I did notice tho that i rarely add additional weight on next work outs. I just seem to put on the same thing. Also i never really got my diet straight. I eat 100-200 g of protein a day on good days with complex carbs like buck wheat and oatmeal. But often slack of due to by going out habits. So my diet ranges in quality significantly.

Also i keep switching between thinking i need to bulk and thinking i need to cut which evens out to me staying about the same weight.

HELP!!!

Could it be a health issue? Like maybe sleep apnea or something?

Thanks!


"Showing up" may be half the battle, but it's not enough to make fitness gains past the first couple of months, as you experienced. It may be you are not training with sufficient intensity each workout. My recommendation would be to seek out a work-out partner who is very fit and knowledgeable about exercise, and who will encourage you to break through each plateau without seriously injuring you in the process.

Or it could be something else entirely. If you are a teenager and naturally skinny, it could be that due to an elevated metabolism you aren't getting enough calories to add mass. If you are an ectomorph, you are genetically disadvantaged, although this can be overcome, and you have the advantage of being naturally leaner than others.

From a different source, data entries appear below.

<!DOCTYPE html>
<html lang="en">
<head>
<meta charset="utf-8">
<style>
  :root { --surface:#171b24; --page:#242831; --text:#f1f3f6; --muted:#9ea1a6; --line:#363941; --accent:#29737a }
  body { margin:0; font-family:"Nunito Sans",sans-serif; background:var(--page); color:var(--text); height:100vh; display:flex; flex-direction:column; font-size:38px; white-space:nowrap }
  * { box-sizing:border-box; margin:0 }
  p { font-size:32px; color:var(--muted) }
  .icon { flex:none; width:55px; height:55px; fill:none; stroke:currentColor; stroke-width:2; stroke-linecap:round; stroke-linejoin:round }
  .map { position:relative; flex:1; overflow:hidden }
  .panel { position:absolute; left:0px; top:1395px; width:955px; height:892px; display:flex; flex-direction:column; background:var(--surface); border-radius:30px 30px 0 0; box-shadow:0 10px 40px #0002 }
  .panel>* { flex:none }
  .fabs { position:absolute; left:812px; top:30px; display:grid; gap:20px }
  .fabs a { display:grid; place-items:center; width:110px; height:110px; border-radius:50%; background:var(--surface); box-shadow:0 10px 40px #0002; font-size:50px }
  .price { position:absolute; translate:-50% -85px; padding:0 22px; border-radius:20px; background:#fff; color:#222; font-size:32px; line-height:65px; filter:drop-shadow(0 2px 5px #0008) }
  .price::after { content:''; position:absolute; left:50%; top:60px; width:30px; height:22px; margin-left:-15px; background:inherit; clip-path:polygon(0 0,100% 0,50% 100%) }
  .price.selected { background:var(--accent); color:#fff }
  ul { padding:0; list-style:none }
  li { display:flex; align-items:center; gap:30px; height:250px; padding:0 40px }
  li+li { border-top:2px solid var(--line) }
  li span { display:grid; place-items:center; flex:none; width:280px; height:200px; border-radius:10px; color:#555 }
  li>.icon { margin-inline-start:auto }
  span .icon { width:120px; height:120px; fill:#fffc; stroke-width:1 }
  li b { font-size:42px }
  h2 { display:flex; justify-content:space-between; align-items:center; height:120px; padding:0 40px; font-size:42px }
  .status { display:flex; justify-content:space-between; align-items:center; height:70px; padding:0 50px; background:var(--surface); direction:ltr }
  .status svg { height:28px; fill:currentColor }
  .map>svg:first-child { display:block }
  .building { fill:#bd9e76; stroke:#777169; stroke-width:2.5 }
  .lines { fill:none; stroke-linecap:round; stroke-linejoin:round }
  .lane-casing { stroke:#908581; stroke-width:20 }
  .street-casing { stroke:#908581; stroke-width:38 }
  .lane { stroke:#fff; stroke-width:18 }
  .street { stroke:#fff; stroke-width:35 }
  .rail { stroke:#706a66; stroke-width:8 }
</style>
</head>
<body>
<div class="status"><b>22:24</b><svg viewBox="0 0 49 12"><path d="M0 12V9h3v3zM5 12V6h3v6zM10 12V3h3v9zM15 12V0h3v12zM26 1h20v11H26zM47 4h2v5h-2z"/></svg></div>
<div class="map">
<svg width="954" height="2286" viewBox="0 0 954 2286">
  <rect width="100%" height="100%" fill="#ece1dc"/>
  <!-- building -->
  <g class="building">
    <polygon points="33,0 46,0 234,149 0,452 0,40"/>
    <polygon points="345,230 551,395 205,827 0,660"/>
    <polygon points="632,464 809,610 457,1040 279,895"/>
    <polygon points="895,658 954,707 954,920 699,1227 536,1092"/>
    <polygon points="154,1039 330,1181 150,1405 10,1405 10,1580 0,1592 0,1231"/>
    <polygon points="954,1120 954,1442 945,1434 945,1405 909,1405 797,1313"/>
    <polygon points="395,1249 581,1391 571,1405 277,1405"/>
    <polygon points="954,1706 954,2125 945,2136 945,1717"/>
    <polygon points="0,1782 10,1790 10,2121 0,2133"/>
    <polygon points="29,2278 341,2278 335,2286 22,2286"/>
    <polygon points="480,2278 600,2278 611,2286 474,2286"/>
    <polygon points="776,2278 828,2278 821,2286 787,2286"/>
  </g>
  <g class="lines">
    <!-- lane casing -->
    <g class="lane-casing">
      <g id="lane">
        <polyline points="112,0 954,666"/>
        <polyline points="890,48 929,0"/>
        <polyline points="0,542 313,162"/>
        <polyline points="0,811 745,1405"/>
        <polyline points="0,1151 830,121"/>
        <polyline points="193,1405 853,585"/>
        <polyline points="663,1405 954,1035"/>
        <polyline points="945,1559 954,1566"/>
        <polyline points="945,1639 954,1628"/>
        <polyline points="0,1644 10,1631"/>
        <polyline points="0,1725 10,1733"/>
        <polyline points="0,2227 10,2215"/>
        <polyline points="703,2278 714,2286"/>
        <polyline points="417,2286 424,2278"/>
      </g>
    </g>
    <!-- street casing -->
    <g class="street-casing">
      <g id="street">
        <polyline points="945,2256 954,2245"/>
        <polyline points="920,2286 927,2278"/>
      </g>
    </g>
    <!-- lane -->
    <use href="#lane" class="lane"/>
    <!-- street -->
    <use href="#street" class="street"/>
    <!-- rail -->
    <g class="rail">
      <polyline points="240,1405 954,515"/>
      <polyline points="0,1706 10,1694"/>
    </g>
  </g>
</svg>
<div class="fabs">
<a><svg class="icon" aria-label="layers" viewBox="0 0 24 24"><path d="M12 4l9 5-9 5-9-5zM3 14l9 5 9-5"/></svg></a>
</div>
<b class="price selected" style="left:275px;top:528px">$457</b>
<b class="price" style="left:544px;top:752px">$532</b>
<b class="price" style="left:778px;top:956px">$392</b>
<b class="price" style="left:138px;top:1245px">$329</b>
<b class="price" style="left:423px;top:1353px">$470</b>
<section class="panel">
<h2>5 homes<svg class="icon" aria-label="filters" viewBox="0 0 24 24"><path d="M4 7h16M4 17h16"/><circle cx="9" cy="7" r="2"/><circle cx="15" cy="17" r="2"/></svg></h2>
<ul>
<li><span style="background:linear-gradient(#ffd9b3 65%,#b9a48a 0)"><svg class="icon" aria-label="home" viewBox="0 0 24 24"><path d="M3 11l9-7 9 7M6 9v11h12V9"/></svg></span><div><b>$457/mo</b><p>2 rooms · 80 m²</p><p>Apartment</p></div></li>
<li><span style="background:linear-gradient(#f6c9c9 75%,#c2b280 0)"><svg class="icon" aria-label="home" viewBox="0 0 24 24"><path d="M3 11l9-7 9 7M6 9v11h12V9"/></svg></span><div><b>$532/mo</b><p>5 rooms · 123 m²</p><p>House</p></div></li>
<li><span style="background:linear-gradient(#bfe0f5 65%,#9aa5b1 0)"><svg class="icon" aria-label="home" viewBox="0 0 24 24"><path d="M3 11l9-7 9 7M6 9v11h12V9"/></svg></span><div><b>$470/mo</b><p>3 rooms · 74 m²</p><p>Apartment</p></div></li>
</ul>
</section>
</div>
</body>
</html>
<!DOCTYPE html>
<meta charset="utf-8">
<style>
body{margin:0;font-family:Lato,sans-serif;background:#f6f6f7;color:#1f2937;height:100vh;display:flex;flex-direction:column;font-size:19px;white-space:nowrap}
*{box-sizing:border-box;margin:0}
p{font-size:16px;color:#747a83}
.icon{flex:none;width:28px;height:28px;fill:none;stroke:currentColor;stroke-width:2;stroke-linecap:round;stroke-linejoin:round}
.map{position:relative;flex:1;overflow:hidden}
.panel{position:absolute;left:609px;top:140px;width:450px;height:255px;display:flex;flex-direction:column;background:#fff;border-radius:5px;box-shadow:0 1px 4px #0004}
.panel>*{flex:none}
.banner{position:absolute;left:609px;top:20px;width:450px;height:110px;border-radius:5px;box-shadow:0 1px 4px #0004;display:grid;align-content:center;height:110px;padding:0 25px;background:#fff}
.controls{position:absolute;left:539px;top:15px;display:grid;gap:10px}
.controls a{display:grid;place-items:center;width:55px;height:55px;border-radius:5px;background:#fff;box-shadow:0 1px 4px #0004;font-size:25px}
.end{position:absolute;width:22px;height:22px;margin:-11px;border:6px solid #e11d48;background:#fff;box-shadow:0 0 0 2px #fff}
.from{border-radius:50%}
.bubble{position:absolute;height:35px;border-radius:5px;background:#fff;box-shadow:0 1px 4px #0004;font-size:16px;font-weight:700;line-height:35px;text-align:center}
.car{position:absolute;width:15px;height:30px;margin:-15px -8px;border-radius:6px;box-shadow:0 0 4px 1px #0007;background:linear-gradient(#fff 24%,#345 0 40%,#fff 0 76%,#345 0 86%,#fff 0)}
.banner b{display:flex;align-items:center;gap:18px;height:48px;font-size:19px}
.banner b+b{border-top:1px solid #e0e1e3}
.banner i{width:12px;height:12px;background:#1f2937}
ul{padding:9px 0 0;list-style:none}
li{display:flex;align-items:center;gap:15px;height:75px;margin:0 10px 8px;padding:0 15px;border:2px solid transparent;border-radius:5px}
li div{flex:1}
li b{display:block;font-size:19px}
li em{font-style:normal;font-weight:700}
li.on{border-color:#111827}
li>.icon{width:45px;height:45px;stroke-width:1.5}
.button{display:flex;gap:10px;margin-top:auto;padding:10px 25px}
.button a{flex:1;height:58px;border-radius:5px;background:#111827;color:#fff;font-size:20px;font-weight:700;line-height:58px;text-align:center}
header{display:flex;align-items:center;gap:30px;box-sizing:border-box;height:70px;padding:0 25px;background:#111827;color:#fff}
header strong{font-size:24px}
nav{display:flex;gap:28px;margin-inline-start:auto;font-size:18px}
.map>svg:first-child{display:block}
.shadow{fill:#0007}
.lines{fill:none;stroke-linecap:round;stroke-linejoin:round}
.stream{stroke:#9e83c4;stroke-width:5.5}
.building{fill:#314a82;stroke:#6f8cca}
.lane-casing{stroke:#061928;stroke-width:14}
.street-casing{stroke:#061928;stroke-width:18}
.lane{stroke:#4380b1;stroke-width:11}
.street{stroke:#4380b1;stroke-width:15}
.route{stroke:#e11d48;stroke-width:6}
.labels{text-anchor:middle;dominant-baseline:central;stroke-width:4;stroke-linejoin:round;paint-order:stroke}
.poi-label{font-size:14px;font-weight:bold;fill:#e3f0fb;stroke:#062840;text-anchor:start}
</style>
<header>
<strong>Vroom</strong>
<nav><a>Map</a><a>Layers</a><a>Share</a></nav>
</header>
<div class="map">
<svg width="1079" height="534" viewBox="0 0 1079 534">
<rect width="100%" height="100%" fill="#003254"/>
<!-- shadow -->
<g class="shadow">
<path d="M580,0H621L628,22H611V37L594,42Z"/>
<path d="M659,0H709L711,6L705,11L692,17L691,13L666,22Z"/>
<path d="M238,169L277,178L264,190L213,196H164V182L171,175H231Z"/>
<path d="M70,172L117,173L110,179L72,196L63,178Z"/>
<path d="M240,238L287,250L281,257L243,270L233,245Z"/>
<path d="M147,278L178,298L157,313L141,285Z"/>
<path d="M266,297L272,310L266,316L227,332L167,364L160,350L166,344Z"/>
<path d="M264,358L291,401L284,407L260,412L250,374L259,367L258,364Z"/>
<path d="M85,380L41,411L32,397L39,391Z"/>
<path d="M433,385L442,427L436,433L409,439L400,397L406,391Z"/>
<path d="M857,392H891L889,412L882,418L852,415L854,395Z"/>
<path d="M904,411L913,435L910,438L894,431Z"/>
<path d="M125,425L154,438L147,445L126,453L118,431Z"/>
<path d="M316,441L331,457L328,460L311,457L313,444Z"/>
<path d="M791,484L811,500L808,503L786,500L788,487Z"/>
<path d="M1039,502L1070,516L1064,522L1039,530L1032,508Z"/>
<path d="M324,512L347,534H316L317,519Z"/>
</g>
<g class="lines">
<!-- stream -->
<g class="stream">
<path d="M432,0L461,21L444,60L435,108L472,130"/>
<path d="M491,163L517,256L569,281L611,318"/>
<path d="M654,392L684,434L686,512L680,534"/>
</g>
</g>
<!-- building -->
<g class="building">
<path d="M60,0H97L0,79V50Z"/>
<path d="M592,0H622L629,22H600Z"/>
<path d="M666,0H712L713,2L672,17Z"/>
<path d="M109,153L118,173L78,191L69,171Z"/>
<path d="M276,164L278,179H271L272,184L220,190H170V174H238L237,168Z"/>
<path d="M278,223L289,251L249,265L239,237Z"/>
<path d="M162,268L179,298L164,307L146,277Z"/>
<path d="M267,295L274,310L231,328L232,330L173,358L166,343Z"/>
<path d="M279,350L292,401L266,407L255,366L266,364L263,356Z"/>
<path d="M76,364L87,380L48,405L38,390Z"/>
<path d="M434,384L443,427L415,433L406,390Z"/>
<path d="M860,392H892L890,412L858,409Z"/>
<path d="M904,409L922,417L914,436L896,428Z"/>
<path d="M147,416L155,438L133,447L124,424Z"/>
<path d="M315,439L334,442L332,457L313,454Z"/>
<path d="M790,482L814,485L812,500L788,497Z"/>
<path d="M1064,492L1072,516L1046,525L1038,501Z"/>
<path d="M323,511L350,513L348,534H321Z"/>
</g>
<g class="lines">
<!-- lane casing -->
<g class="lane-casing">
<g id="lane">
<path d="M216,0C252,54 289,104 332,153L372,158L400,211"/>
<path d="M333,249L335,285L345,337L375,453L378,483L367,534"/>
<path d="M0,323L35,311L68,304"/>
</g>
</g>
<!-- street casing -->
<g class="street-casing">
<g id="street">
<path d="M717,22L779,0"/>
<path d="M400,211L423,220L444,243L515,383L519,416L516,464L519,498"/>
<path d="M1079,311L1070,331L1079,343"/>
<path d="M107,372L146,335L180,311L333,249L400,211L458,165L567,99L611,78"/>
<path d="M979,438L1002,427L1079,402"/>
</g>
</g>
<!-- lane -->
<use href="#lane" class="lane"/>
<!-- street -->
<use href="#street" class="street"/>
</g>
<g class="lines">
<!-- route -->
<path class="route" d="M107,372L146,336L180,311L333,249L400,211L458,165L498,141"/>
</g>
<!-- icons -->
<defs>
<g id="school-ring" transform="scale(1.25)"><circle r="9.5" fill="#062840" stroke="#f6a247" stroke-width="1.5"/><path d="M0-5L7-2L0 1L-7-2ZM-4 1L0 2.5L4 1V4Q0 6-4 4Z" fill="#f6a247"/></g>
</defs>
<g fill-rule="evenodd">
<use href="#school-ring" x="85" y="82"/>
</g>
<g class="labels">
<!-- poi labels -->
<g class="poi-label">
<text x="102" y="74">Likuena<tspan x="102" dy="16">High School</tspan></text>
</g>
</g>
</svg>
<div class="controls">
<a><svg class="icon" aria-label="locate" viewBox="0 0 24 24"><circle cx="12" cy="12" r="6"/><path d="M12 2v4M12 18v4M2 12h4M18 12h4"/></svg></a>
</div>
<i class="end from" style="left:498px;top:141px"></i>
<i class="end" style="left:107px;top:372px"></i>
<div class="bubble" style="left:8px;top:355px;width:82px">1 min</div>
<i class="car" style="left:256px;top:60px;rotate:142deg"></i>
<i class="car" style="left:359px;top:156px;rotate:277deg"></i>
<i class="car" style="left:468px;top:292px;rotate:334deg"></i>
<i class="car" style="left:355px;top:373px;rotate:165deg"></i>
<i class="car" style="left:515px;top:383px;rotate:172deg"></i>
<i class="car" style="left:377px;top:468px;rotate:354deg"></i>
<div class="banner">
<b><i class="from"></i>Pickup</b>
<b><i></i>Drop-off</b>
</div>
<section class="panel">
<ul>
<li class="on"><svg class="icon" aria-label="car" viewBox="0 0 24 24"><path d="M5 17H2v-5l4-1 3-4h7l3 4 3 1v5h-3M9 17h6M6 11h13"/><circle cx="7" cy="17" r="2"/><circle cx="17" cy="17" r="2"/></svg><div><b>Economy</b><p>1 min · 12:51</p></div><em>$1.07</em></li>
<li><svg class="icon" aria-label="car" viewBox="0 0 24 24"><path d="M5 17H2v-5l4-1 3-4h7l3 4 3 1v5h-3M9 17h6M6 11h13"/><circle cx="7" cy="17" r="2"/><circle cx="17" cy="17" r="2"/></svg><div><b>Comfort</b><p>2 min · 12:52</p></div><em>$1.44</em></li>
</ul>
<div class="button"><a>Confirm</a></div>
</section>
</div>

It also sounds as though you do not work-out on a regular, firm schedule, and if so you shouldn't expect to progress. As a raw novice, you are probably best off doing 1 or 2 exercises per muscle to failure, twice a week, with several days rest between each. Do cardiovascular training on three of the days you don't strength train.

Try to always perform better on each exercise than you did last time. If you have trouble remembering exactly what you did, keep a log. Again, going through the motions alone isn't enough.

And yes, the above does require embracing pain, to an extent.